Composer Jake Runestad has been commissioned to write a piece for The Katorei Choral Festival. Photo by Travis Anderson.
Composer Jake Runestad has been commissioned to write a piece for The Katorei Choral Festival. Photo by Travis Anderson. jpg

Runestad composed Ritual for choir, piano and two percussionists and describes it as an “exploration of those rituals we have in our culture that we are blindly following and maybe we should reassess because they’ve been around for so long and don’t necessarily serve us.”

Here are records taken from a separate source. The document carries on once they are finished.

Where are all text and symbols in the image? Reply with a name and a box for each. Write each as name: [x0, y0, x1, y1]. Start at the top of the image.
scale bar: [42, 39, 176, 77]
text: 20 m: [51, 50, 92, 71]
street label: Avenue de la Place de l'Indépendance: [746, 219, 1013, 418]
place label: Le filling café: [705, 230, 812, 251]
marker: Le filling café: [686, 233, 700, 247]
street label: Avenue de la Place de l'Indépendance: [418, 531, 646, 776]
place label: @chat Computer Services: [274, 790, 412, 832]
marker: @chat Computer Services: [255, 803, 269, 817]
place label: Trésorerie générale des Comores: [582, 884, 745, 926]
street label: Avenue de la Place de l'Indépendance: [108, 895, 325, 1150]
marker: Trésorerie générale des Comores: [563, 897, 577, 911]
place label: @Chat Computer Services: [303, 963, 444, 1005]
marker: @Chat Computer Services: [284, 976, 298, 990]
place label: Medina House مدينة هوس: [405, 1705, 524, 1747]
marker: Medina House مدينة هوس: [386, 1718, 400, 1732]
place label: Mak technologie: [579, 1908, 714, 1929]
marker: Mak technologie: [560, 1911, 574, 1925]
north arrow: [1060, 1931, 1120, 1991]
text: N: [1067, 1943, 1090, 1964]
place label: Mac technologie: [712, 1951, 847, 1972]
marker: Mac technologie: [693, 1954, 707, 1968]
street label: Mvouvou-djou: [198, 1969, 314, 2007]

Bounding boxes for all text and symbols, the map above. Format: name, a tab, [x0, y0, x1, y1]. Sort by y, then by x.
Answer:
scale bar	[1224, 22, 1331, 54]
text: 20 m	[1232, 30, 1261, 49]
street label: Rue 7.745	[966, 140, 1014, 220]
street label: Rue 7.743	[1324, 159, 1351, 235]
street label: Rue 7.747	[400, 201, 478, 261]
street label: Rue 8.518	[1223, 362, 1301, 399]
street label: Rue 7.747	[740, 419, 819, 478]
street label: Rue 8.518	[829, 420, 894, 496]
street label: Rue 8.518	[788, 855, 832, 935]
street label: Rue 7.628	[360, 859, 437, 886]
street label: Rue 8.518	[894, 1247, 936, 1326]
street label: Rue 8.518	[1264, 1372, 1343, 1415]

Interestingly, the piece doesn’t contain any words in the narrative.

“I’ve created a fake language in a way, but it’s really just sound,” he says. “It tries to depict a journey of someone who is trying to interrupt a ritualistic behaviour that should be rethought, but essentially the mob doesn’t allow this fellow to have a voice and comes back in and takes over.”

In his past work, Runestad has tackled issues such as immigration, gender equality, disabilities, grief, suicide prevention and the climate crisis.

“I grew up in a family that was really dedicated to service to others,” he says. “When I was a kid, we would bring people a meal if they needed it and would volunteer for lots of different things. We would help people rebuild their homes and would give to soup kitchens. There was always this focus on giving to others. When I really got serious about creating music, it was a marriage of those two aspects of my life.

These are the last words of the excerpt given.